What to produce — Leaving out the images, transcribe every record below exactly.

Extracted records

■ ■ ■ ■ ■

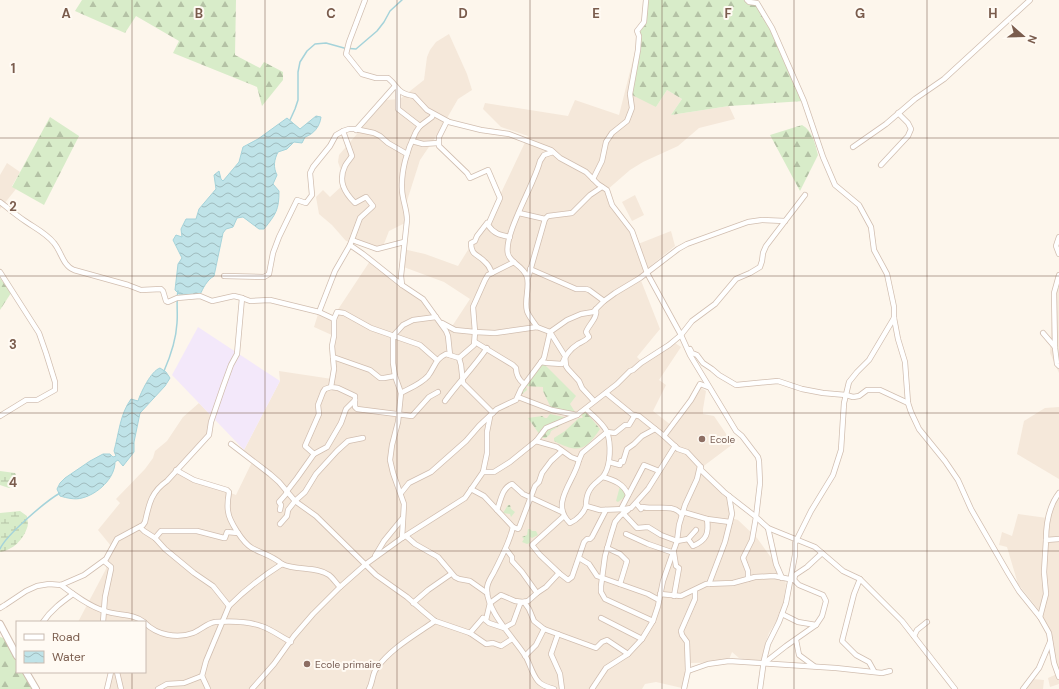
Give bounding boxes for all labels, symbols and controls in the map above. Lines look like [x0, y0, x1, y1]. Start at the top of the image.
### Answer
text: A [61, 5, 71, 22]
text: B [195, 5, 203, 22]
text: C [326, 5, 336, 22]
text: D [458, 5, 468, 22]
text: E [592, 5, 600, 22]
text: F [724, 5, 732, 22]
text: G [855, 5, 865, 22]
text: H [988, 5, 998, 22]
north arrow [1003, 16, 1043, 56]
text: N [1024, 33, 1040, 46]
text: 1 [11, 60, 15, 77]
text: 2 [9, 198, 17, 215]
text: 3 [9, 336, 17, 353]
place label: Ecole [710, 433, 736, 446]
marker: Ecole [697, 434, 707, 444]
text: 4 [9, 474, 17, 491]
legend [16, 621, 146, 673]
text: Road [52, 629, 80, 645]
text: Water [52, 649, 86, 665]
place label: Ecole primaire [315, 658, 381, 671]
marker: Ecole primaire [302, 659, 312, 669]

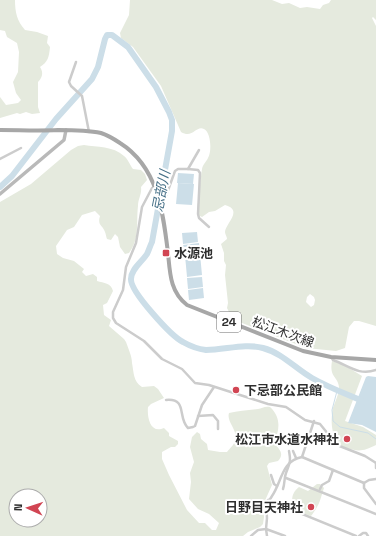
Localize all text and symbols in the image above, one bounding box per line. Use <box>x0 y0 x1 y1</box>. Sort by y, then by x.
water label: 忌部川 <box>148 167 174 213</box>
place label: 水源池 <box>174 245 213 262</box>
marker: 水源池 <box>161 248 171 258</box>
road number: 24 <box>217 312 241 332</box>
street label: 松江木次線 <box>250 313 316 351</box>
place label: 下忌部公民館 <box>244 382 322 399</box>
marker: 下忌部公民館 <box>231 385 241 395</box>
place label: 松江市水道水神社 <box>235 431 339 448</box>
marker: 松江市水道水神社 <box>342 434 352 444</box>
north arrow <box>8 488 48 528</box>
place label: 日野目天神社 <box>225 499 303 516</box>
marker: 日野目天神社 <box>306 502 316 512</box>
text: N <box>11 503 25 512</box>

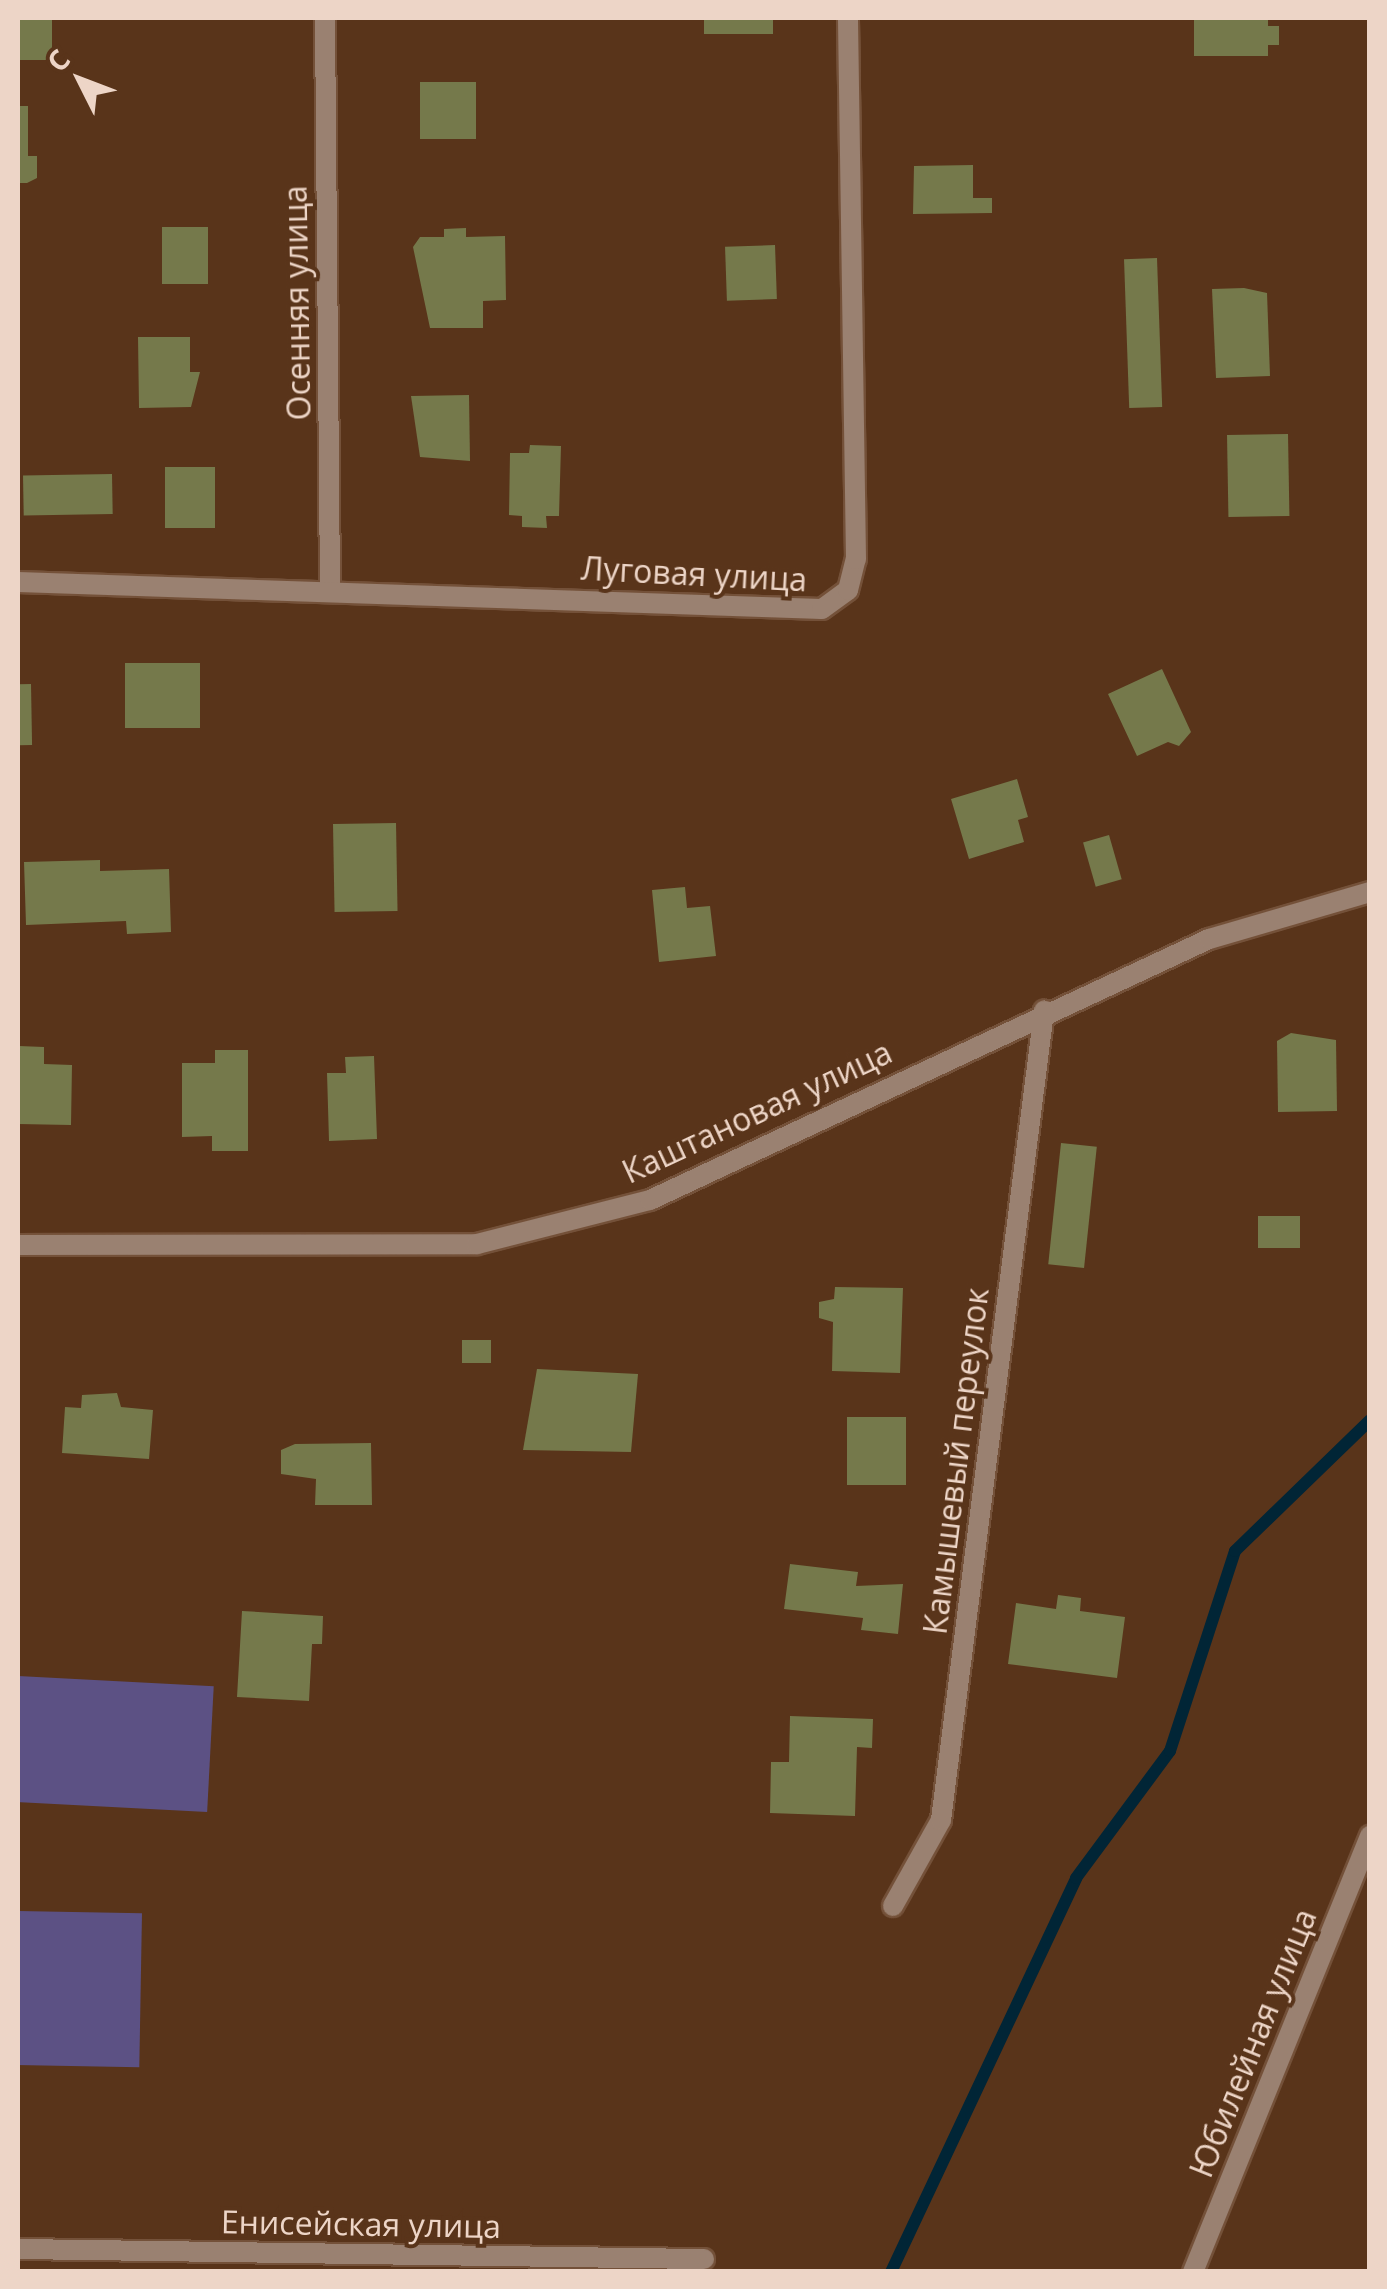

■ ■ ■ ■ ■

Exercise output —
Give bounding boxes for all labels, symbols and controls in the map above. Lines look like [x0, y0, x1, y1]. Start at the top of the image.
### Answer
text: A [61, 5, 71, 22]
text: B [195, 5, 203, 22]
text: C [326, 5, 336, 22]
text: D [458, 5, 468, 22]
text: E [592, 5, 600, 22]
text: F [724, 5, 732, 22]
text: G [855, 5, 865, 22]
text: H [988, 5, 998, 22]
north arrow [1003, 16, 1043, 56]
text: N [1024, 33, 1040, 46]
text: 1 [11, 60, 15, 77]
text: 2 [9, 198, 17, 215]
text: 3 [9, 336, 17, 353]
place label: Ecole [710, 433, 736, 446]
marker: Ecole [697, 434, 707, 444]
text: 4 [9, 474, 17, 491]
legend [16, 621, 146, 673]
text: Road [52, 629, 80, 645]
text: Water [52, 649, 86, 665]
place label: Ecole primaire [315, 658, 381, 671]
marker: Ecole primaire [302, 659, 312, 669]

Localize all text and symbols in the image above, one bounding box per line. Use <box>x0 y0 x1 y1</box>. Sort by y, then by x.
water label: 忌部川 <box>148 167 174 213</box>
place label: 水源池 <box>174 245 213 262</box>
marker: 水源池 <box>161 248 171 258</box>
road number: 24 <box>217 312 241 332</box>
street label: 松江木次線 <box>250 313 316 351</box>
place label: 下忌部公民館 <box>244 382 322 399</box>
marker: 下忌部公民館 <box>231 385 241 395</box>
place label: 松江市水道水神社 <box>235 431 339 448</box>
marker: 松江市水道水神社 <box>342 434 352 444</box>
north arrow <box>8 488 48 528</box>
place label: 日野目天神社 <box>225 499 303 516</box>
marker: 日野目天神社 <box>306 502 316 512</box>
text: N <box>11 503 25 512</box>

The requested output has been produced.